When a county has amended its development code to conform to provisions of an Oregon Administrative Rule, the county must apply its own development code rather than the rule in permit approvals; failure to specifically provide for expansion of a use in its own development code is not grounds for the county to rely solely on the Rule for approval.

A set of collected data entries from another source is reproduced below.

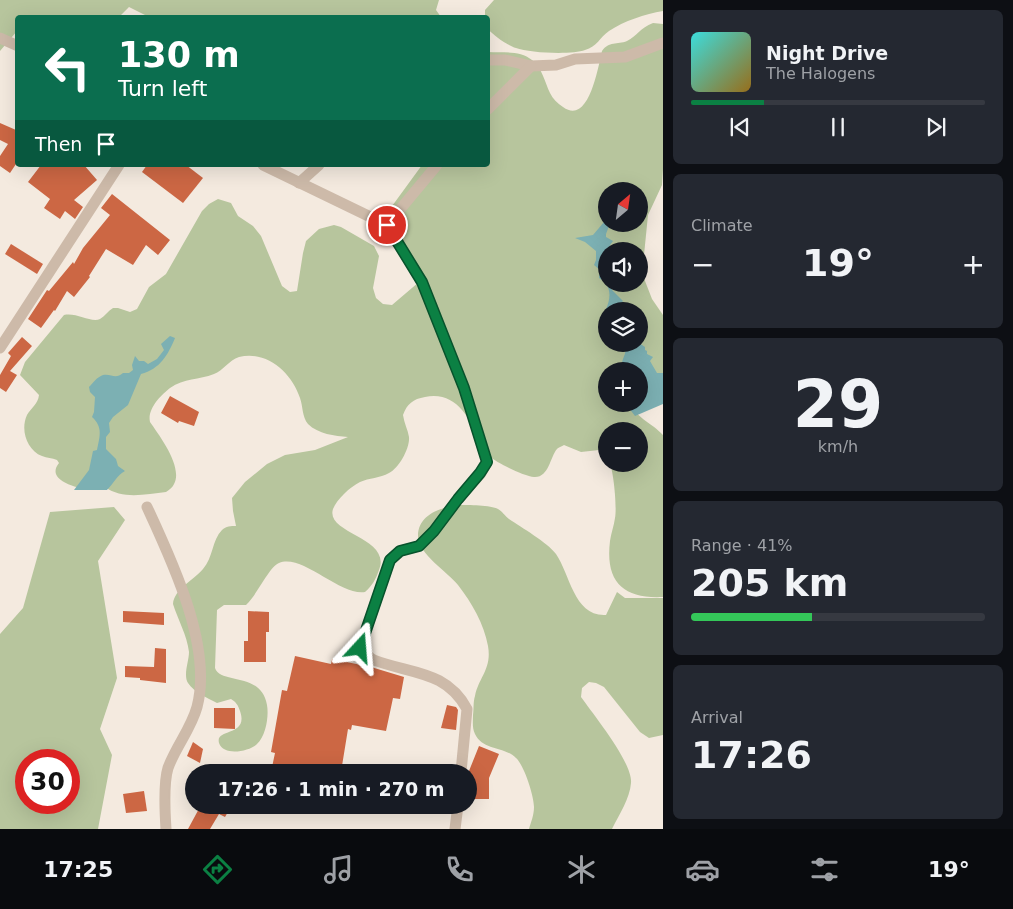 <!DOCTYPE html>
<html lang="en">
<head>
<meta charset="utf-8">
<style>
	body { margin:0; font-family:"DejaVu Sans",sans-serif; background:#242831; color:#f1f3f6; height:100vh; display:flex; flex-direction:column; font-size:19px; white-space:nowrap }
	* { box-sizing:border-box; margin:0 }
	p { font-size:16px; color:#9ea1a6 }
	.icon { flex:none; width:28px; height:28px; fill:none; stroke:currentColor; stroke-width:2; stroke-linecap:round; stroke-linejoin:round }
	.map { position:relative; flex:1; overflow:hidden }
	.side { display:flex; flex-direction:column; gap:10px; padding:10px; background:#0d0f14; width:350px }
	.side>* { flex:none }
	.guide { position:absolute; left:15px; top:15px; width:475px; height:152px; border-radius:5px; box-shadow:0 5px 20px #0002; background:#0b6e4f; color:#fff; overflow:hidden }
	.needle { width:32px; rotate:29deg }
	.fabs { position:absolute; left:598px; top:182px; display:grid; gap:10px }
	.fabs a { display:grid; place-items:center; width:50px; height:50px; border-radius:50%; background:#171b24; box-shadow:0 5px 20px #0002; font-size:25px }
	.speed { position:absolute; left:15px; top:749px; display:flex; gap:10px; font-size:25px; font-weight:700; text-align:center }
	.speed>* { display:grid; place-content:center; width:65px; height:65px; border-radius:50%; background:#171b24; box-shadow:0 5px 20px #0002; line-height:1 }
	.speed .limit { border:8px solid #d22; background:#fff; color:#111 }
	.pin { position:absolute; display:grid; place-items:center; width:42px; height:42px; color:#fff; margin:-21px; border:2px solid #fff; border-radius:50%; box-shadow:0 1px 5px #0007 }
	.me { position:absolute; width:55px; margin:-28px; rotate:19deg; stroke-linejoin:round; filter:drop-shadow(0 0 4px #0008) }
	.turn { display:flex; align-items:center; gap:18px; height:105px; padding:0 20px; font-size:22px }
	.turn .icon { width:65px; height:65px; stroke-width:2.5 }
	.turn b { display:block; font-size:35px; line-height:42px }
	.then { display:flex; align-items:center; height:48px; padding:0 20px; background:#0003; gap:10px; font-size:19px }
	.big { font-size:38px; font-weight:700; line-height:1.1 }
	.side .widget { flex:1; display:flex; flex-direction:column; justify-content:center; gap:8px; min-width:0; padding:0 18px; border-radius:8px; background:#242831 }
	.side .dial { align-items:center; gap:0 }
	.dial b { font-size:65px; line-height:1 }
	.song { display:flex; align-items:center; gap:15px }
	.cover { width:60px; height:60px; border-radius:8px; background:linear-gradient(135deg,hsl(180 70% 55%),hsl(40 70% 35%)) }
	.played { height:5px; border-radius:2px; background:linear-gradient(90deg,#0b8043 25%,#363941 25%) }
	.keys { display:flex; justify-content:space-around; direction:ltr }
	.heat { display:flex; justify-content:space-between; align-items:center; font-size:28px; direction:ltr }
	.charge { height:8px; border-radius:4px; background:linear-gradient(90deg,#34c759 41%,#363941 0) }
	.trip { position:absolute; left:185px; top:764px; width:292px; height:50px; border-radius:25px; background:#171b24; box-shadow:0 5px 20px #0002; font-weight:700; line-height:50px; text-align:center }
	.menu { display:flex; height:80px; justify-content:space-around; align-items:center; background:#090b0e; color:#9ea1a6 }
	.menu .icon { width:35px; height:35px }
	.menu .selected { color:#0b8043 }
	.menu b { font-size:22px; color:#f1f3f6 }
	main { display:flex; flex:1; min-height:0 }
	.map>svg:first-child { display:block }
	.green { fill:#b7c59d; fill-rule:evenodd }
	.water { fill:#7cb0b3 }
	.building { fill:#cc6744 }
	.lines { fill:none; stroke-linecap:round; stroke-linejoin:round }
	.minor { stroke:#cdbaa9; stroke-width:11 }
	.route-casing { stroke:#07532c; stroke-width:12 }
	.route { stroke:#0b8043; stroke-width:9 }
</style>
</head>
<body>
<main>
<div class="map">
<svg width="663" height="829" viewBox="0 0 663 829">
	<rect width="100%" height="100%" fill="#f4eadf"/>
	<!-- green -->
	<g class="green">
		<polygon points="0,0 439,0 436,10 441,17 151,18 129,7 119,17 18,18 17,31 0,51"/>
		<path d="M494,0H663V11C645,14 624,21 609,31C600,37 597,47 585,50C572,55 529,53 516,48C507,45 494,36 488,29V18L485,17V10Z"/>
		<path d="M653,23L663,24V169L662,185L648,215L643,265L645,281L652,299L663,315V394L639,344V311H606V344H630L628,371H606V404H630C640,421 651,422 663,435V597C623,599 605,582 610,541C611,533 614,526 615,518C617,508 614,474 610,464H639V431H606V455L599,450L581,452L564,445C562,446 558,448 557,449C550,457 549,478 534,477C524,476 497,463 489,456C485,452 483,445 480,439C468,417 456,391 425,397C413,399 407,404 403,415C404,423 408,430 409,437C410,448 399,468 389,473C380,478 369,478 360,482C350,487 337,499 333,509C325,534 392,537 379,570C376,579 372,586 365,592C340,596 302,553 279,563C269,567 257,595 246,605H224L217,610L215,668C221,685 261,671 267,705C269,716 266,736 257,744C250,751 224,757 219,743C215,728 249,737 240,711C238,705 236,702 231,699L217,703C207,698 194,692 188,683C183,675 189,661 189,652C187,635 178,620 173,604C174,589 194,580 203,569C213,558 212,540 222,530C226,526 231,526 236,526L233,511L232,498L245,482L267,464L285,455L315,450L348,437C335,436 318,434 308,424C302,417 303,406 300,398C292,373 267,350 239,357C229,360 223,371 214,374C199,380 184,378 170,388C161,395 147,409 150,422C161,438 192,478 166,492C146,494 123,500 105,487V435L107,419L139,366L102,420L103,453L80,488C69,485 47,478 59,463L57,460C52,458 47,458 42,456C27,450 20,430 27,415C31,408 38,404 39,395L20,375L25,362L64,315C76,312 91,323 100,319C105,316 108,311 113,308H118L130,312L137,309L149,287L166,274L202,211L209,204L218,199L231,203L238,216L253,226L261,236L282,286L290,292L297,291L303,253L306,241L319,229L334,225L341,227L374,246L379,256L373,288L376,298L383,304L392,305L419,282L385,221L387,213L422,165H488V52C502,53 520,50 532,60C542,67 545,83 550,93C553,99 557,103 563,107C589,126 598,67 602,51C609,41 617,45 627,41C637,36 640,28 653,23ZM606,191H639V224H606ZM606,251H639V284H606Z"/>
		<path d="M459,505C468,505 491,505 498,509C502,511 505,516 509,519C522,528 547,542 556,554C570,574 574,617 606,615L617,592L625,598H663V735L649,738L640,732L604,687L596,683L589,682L582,688L581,697C593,714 633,763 631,783C630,798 619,815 612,829H529C531,822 534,815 534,807C534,796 524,765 516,758C504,746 483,751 475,734C472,728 473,722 473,715C474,709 473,702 475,696C479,677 492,669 488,646C484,624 472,603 458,585C448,572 418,554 418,536C418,514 442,507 459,505Z"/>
		<path d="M114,507L125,520L98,561L117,678L100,729L112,755L98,829H0V634L23,608L50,512ZM26,760H69V802H26Z"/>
	</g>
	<!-- water -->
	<g class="water">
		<path d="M606,212V224L609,226L606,234V237L613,241L610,245L609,251H606L603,274L606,278V284H612V290L623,301L615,309L614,311H607L606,309C611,298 612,285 599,278L600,270L594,265L596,260V251L585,242L575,238L593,235L604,222Z"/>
		<path d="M170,336L175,338C168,355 160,369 141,374L128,405L113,417L109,423L110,432L106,437V449L116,459L118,466L125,471C117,475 114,483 107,490H74L89,470L93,451L97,450C100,436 103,427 92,417L94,412L95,397L90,392L89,387C93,383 97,377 103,375C111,373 115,380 123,373H129L133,370L132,365L135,356L139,361H144L148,364L157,359L164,350L161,344Z"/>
		<path d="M639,337V343L645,347V350L647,351V354L653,357L650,361L657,373H663V404L635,416L626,404H639V371H623C623,369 622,366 622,363C623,356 628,352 624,344H639Z"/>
	</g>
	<!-- building -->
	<g class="building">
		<polygon points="0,123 16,130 18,128 18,161 10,173 0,166 0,156 8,144 0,140"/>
		<polygon points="41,165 84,165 97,180 74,200 83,207 75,219 65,211 60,219 44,208 50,199 28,182"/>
		<polygon points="147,165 186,165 203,178 183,203 142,172"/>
		<polygon points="112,194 170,240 158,255 146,245 133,265 106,249 89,276 90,277 74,297 67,291 55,311 54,310 41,328 28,319 47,290 49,291 73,262 74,264 83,248 110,215 101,208"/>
		<polygon points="11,244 43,264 37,274 5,254"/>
		<polygon points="22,337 32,346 10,371 17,375 6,392 0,388 0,375 11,356 8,353"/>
		<polygon points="170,396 199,412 194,426 179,421 178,423 161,413"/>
		<polygon points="123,611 164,613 164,625 123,622"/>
		<polygon points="248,611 269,612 269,632 266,632 266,662 244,662 244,641 248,641"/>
		<polygon points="155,648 166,649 166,683 140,680 140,678 125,677 125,666 154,667"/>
		<polygon points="295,656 331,664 332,659 371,667 404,677 400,699 393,698 386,731 352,725 351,730 348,729 341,772 271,772 275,753 271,752 282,690 287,691"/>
		<polygon points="447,705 456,707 458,710 456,730 441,728"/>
		<polygon points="214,708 235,708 235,729 214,728"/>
		<polygon points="193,742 203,749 200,763 187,756"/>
		<polygon points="479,746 499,754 489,778 489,799 469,799 469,771"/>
		<polygon points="144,791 147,811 126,813 123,794"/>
		<polygon points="201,805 232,805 225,817 219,814 210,829 188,829"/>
	</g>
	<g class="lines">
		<!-- minor -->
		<g class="minor">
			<polyline points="0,38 18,46"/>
			<polyline points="488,60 505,60 531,66 556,65 575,59 625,57 663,43"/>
			<polyline points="488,109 531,66"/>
			<path d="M263,165L387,225L422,282L464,387L487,462L481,473L458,499L434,531L419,546L400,551L390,560L360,648C364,652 369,658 374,660C410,674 446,670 467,709L461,772"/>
			<polyline points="299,183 319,165"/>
			<polyline points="387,225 437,165"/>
			<polyline points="0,348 119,165"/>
			<path d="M147,507C172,561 213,647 197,707C191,729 176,746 168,768C163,784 165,813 166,829"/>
			<polyline points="455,829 458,805"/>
		</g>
	</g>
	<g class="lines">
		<!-- route casing -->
		<g class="route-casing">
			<polyline id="route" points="360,648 390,560 400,551 419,546 434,531 458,499 480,473 487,462 464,388 422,282 387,225"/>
		</g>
		<!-- route -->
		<use href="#route" class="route"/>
	</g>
</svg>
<div class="fabs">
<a><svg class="needle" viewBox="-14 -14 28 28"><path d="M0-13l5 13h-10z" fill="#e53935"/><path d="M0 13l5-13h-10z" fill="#9ea1a6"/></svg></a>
<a><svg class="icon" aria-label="sound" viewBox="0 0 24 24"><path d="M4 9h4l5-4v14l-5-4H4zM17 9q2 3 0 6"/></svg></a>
<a><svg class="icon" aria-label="layers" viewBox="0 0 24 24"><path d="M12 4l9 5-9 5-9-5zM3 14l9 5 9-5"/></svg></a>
<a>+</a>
<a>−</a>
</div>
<div class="speed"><div class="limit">30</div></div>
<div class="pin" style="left:387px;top:225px;background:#d93025"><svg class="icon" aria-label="arrive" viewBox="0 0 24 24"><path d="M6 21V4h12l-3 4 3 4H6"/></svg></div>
<svg class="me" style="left:360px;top:648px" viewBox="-20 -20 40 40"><path d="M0-17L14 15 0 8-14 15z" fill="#0b8043" stroke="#fff" stroke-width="4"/></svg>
<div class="trip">17:26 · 1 min · 270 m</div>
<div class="guide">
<div class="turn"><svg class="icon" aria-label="left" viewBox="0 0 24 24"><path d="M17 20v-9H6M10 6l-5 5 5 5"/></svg><div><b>130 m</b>Turn left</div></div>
<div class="then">Then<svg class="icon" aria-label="arrive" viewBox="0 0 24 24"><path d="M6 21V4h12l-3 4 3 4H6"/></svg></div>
</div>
</div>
<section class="side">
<div class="widget">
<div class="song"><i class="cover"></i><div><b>Night Drive</b><p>The Halogens</p></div></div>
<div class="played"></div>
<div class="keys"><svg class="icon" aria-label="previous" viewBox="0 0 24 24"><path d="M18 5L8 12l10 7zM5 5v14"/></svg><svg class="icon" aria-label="pause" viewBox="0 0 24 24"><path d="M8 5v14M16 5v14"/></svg><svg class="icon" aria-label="next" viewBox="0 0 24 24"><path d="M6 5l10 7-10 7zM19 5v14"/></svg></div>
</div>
<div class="widget"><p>Climate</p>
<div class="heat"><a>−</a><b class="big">19°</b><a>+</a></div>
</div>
<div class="widget dial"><b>29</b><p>km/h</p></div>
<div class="widget"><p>Range · 41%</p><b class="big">205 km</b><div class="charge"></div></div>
<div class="widget"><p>Arrival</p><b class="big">17:26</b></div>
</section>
</main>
<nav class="menu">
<b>17:25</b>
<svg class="icon selected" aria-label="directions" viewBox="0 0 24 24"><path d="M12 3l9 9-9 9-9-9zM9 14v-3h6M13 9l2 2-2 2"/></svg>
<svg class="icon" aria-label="music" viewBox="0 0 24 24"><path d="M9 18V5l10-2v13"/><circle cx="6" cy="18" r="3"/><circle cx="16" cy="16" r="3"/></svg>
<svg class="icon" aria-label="phone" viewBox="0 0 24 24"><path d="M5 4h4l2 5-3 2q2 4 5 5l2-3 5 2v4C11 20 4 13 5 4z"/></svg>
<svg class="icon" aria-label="climate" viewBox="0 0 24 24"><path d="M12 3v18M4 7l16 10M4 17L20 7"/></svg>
<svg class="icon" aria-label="car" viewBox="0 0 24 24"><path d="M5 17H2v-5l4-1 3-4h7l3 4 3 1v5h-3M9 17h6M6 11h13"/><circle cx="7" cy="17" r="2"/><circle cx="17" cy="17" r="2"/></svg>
<svg class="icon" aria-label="filters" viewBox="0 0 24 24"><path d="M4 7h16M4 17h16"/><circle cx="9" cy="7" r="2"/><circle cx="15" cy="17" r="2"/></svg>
<b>19°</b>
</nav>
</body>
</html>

East End Rod and Gun Club (East End) leases an 85-acre EFU-zoned parcel on which they operate a shooting range. Under ORS 197.770, a “firearms training facility” that existed as of September 9, 1995 is allowed to continue operating. East End applied to Umatilla County for a determination that they qualified under the statute and for approval to expand. The county board of commissioners approved the application with conditions, and H.R. Tea Farming (H.R.) appealed to LUBA. H.R. challenged the expansion, arguing that ORS 197.770 only authorizes the “continued operation” as it existed in 1995. LUBA agreed, noting that the legislative history of the statute indicated the intent only to allow continuance of pre-1995 uses, without expansion. However, the county had relied on a provision in OAR 660-033-0130(2)(c) that “[e]xisting facilities wholly within a farm use zone may be maintained, enhanced or expanded on the same tract[.]” H.R. argued that the regulation was inconsistent with ORS 197.770 by authorizing expansion where the statute does not affirmatively do so, and that the county, by failing to amend its development code, could not rely on OAR 660-033-0130(2)(c) to approve the expansion. LUBA agreed with the second argument, finding that by adopting language in its code specifically allowing for expansion of other Parks/Public/Quasi-Public uses listed in Table 1 of OAR 660-033-0120, but not firearms facilities, the county “chose not to provide for expansion of an existing firearms facility.” In support of this conclusion of intended omission, the Board cited to a section of the development code that specifically authorized permitting a firearms training facility’s expansion when the facility is a conditional use in a GF zone while no corollary authorization exists for that use in an EFU zone. REMANDED.